(Supplied entries begins)

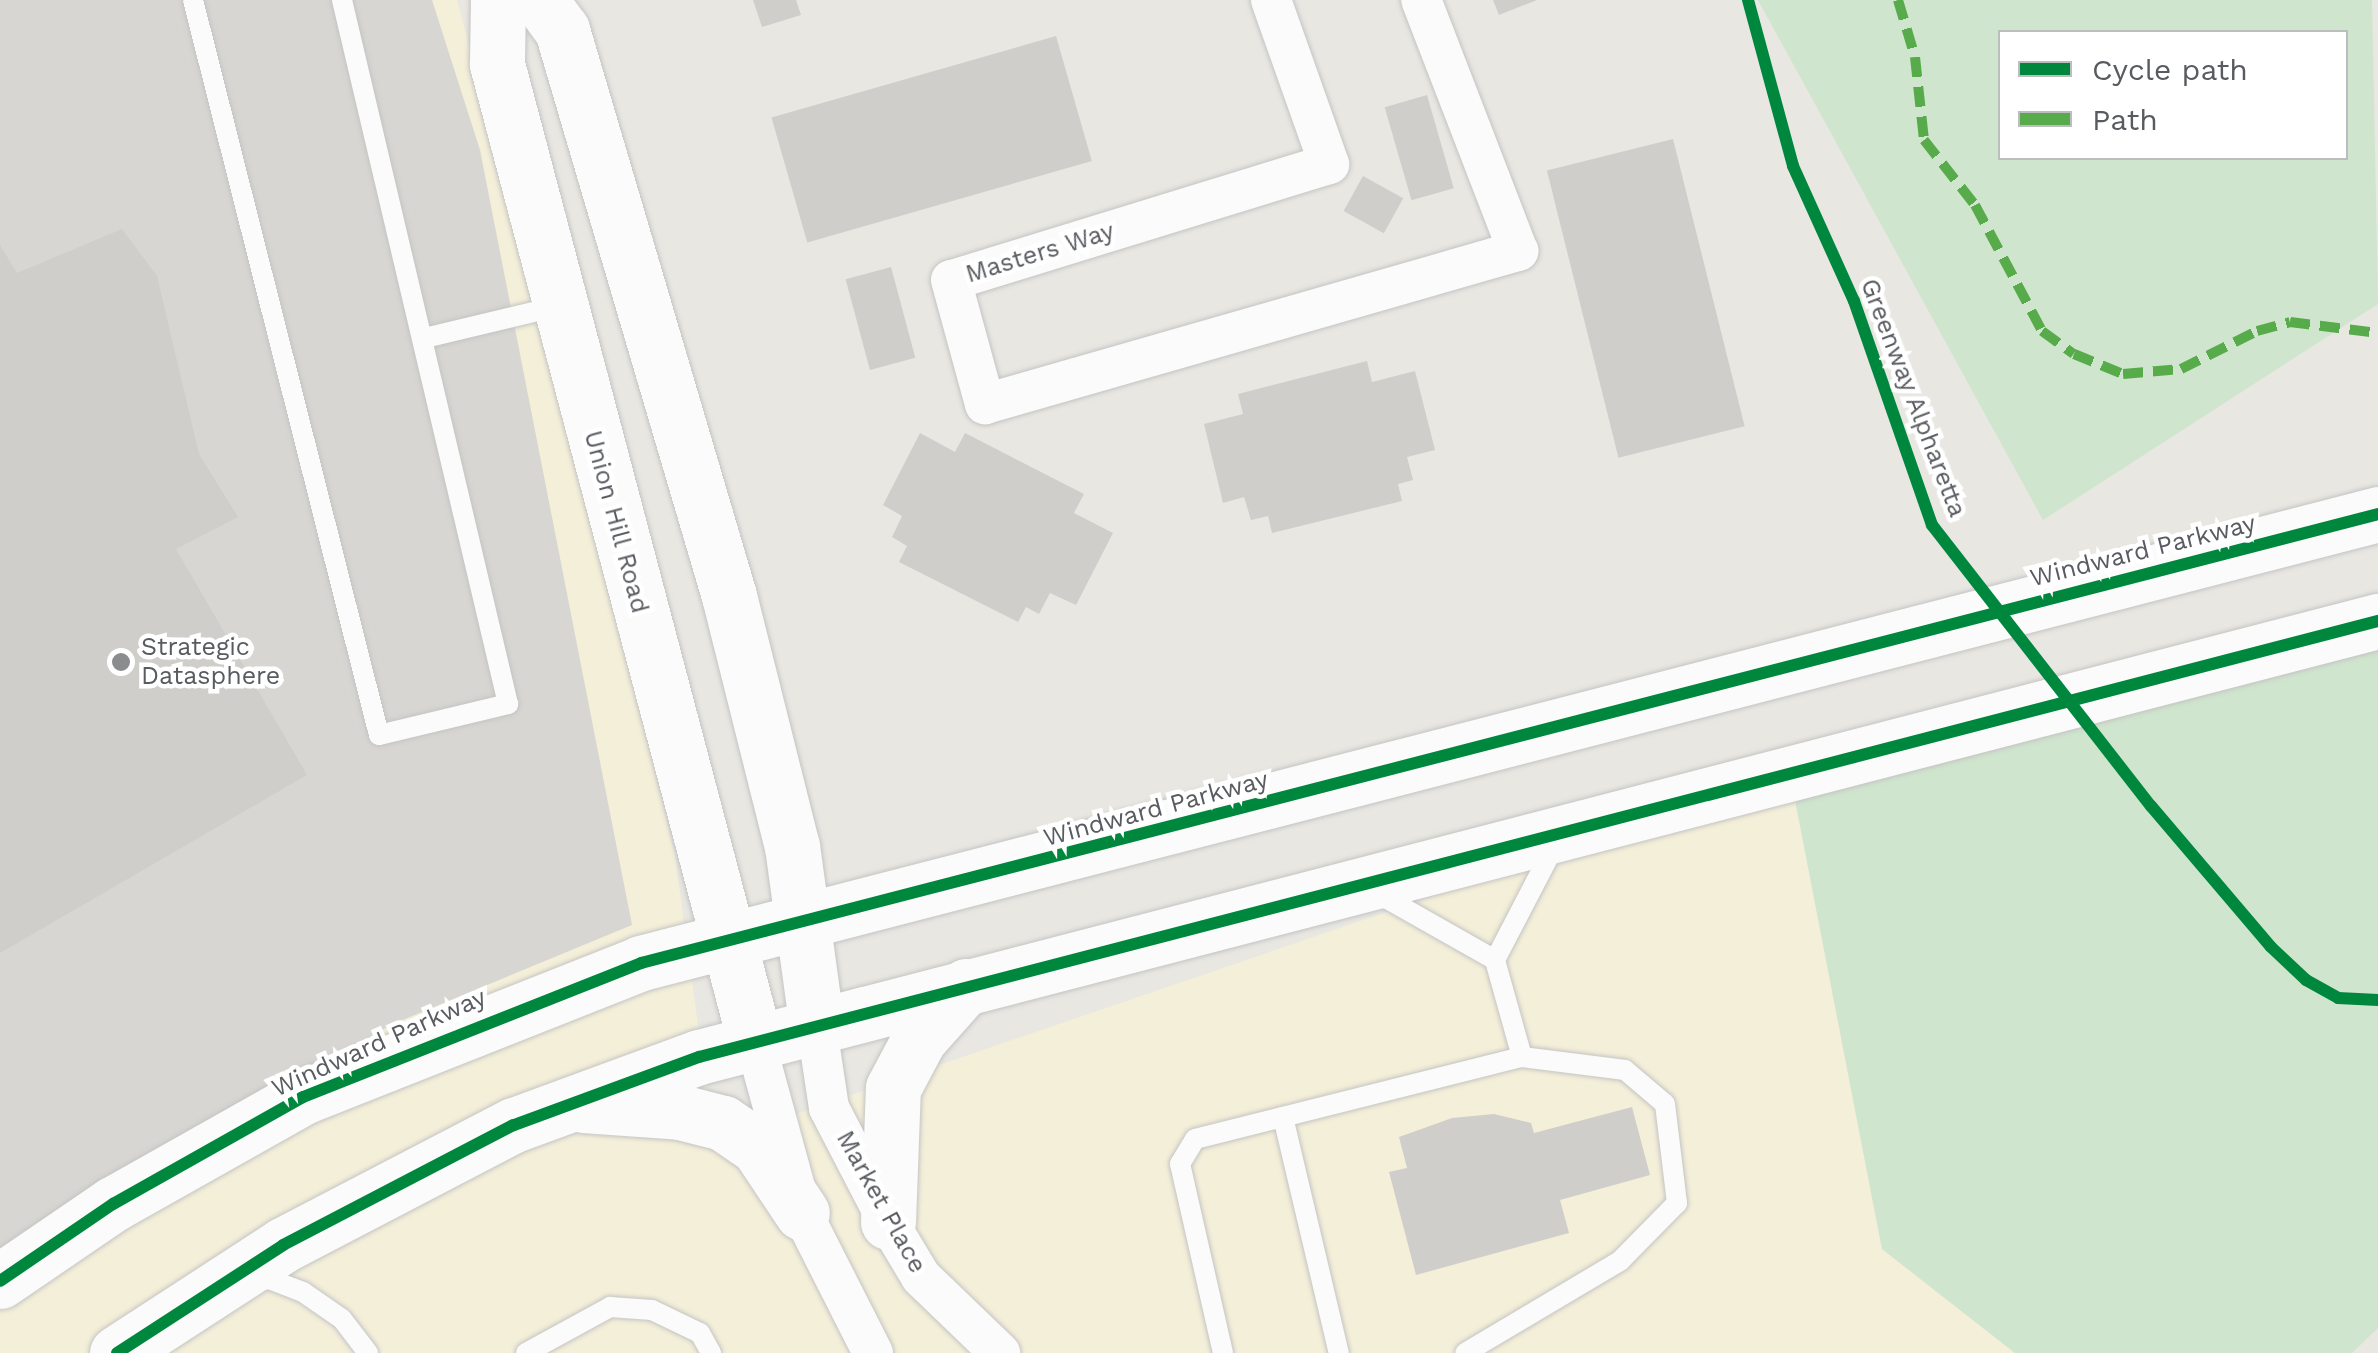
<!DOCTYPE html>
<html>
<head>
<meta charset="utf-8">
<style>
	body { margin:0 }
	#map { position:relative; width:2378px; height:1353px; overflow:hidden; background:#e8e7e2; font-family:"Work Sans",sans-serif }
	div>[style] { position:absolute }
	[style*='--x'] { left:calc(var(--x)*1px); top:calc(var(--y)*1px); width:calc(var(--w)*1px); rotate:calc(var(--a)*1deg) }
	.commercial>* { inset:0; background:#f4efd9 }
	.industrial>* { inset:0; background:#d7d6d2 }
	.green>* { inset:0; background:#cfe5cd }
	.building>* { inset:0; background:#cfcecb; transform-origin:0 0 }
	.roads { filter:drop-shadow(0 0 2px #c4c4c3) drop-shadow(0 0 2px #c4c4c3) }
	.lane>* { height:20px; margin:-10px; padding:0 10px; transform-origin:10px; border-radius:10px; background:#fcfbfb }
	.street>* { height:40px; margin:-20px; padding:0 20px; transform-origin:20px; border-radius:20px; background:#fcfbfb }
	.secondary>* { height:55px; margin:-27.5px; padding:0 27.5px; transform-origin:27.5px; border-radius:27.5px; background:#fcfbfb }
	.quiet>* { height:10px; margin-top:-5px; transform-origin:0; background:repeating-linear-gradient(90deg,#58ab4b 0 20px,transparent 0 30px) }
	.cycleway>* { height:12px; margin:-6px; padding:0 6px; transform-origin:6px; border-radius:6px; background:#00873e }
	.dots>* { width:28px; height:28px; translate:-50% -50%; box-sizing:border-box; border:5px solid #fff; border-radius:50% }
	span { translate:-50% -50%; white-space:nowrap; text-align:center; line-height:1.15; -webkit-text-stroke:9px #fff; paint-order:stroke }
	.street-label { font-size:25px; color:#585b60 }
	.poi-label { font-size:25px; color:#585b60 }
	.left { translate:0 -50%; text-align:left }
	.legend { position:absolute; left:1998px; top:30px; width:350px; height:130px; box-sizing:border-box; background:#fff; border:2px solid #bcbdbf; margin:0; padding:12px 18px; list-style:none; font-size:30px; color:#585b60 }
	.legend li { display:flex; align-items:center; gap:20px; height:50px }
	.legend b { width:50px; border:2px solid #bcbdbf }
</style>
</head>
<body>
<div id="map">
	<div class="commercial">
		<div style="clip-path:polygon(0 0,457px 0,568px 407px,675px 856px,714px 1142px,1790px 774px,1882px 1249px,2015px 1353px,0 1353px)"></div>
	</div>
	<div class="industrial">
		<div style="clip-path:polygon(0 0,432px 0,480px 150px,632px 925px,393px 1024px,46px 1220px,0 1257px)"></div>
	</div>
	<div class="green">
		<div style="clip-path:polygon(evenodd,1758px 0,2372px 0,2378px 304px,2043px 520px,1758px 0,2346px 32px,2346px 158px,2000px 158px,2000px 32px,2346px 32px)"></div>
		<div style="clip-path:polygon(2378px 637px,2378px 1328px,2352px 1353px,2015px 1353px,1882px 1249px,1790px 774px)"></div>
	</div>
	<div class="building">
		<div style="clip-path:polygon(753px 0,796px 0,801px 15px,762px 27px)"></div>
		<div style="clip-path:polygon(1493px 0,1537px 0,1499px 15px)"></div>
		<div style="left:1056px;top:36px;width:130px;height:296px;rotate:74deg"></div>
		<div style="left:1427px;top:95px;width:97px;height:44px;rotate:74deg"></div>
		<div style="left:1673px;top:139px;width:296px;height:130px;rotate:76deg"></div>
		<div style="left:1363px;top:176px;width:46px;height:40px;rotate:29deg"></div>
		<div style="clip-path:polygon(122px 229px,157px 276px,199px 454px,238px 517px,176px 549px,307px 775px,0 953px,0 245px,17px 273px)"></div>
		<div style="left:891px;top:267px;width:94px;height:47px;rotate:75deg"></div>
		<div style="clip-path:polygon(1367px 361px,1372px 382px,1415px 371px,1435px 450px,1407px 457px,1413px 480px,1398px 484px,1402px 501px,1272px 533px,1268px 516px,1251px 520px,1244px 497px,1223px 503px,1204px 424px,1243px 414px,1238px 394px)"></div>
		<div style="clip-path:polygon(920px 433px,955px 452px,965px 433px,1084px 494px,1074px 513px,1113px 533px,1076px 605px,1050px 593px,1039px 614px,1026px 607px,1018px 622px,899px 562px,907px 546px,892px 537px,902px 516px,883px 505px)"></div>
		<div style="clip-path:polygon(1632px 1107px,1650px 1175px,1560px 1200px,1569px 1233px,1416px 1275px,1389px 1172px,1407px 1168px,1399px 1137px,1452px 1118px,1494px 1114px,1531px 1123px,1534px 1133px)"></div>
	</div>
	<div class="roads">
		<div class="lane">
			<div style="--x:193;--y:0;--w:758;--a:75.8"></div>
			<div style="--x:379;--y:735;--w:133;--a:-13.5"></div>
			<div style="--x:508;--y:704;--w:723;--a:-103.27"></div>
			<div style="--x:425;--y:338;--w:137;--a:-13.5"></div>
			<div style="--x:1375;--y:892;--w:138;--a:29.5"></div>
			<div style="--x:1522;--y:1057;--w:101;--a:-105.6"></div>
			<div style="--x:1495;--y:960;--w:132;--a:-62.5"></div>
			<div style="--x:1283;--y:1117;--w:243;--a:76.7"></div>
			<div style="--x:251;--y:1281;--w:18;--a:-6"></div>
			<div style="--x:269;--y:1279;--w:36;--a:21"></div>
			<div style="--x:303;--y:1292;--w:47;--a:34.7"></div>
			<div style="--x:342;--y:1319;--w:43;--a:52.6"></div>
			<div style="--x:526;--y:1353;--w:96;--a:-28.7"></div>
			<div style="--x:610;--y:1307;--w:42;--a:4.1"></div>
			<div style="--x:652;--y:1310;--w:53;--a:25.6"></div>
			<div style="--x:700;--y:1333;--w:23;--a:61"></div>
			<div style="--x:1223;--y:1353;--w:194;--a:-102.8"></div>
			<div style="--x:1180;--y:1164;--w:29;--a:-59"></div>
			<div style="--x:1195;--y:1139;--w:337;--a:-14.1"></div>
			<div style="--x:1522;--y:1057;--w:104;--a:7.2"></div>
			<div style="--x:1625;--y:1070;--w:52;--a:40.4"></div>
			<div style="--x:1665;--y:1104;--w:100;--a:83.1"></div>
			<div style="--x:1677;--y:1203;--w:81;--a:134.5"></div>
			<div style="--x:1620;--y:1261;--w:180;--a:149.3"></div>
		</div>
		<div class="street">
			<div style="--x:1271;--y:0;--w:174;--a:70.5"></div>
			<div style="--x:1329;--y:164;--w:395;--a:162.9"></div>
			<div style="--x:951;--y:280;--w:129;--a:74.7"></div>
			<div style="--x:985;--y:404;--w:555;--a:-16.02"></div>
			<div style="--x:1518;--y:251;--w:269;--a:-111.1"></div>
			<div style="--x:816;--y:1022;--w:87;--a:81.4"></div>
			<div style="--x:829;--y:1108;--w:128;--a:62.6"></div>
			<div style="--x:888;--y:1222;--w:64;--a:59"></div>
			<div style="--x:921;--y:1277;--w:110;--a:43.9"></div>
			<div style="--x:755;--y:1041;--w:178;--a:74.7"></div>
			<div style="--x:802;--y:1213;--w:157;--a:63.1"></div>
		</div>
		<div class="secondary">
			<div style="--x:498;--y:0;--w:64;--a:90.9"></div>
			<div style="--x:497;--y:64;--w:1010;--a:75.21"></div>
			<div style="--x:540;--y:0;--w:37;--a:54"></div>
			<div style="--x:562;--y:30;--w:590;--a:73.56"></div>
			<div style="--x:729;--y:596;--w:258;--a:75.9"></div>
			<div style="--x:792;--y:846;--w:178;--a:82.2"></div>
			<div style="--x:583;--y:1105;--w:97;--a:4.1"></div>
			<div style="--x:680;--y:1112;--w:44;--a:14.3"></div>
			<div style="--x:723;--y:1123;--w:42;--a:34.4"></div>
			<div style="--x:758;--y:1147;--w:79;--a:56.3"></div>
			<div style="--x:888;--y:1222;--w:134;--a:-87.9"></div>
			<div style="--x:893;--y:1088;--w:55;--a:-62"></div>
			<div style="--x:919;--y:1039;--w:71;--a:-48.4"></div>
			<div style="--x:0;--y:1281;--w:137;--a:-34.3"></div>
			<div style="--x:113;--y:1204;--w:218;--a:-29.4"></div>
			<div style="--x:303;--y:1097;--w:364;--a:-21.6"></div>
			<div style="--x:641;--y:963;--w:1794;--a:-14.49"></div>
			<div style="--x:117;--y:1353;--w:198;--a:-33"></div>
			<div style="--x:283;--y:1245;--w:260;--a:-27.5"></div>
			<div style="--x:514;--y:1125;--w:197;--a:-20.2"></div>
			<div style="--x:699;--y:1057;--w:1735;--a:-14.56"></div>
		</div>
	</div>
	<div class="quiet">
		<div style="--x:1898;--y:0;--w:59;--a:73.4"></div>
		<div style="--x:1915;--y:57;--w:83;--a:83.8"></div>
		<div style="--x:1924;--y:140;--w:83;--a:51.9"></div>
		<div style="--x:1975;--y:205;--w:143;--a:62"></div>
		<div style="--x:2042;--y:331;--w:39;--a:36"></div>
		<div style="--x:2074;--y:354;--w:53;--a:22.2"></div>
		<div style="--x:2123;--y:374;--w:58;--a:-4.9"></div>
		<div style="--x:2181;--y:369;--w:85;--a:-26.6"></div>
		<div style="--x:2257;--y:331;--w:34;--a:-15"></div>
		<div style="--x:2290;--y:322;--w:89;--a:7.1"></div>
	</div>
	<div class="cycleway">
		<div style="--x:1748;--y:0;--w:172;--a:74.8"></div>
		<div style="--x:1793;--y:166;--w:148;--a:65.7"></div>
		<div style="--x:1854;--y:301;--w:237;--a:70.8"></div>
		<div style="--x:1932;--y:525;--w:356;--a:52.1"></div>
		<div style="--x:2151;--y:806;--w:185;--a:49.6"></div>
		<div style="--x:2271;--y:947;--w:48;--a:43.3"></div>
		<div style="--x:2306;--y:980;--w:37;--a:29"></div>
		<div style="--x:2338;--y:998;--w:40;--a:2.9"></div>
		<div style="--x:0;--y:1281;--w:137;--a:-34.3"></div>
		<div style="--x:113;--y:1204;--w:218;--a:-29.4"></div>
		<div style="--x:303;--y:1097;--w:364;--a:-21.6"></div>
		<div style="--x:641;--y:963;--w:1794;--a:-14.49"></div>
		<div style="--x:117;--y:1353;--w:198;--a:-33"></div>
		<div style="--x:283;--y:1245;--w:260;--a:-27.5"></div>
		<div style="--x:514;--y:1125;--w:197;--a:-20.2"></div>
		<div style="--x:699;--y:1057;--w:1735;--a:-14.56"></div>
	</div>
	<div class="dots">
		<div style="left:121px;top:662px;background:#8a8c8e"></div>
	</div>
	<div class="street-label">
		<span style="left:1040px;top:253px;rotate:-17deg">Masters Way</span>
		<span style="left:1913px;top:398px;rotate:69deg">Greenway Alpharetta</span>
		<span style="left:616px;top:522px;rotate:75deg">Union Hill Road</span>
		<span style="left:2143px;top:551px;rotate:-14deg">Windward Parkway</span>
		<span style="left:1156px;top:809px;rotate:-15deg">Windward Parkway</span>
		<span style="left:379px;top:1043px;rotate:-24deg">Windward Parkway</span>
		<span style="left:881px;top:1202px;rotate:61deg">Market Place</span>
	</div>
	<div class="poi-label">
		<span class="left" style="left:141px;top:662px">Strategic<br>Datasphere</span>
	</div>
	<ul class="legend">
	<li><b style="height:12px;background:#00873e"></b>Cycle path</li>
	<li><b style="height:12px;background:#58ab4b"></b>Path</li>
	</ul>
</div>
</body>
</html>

(Supplied entries ends)

**Task goal:** Out of the records above, pull each line containing the word "center".

**Output of the task:**
	span { translate:-50% -50%; white-space:nowrap; text-align:center; line-height:1.15; -webkit-text-stroke:9px #fff; paint-order:stroke }
	.legend li { display:flex; align-items:center; gap:20px; height:50px }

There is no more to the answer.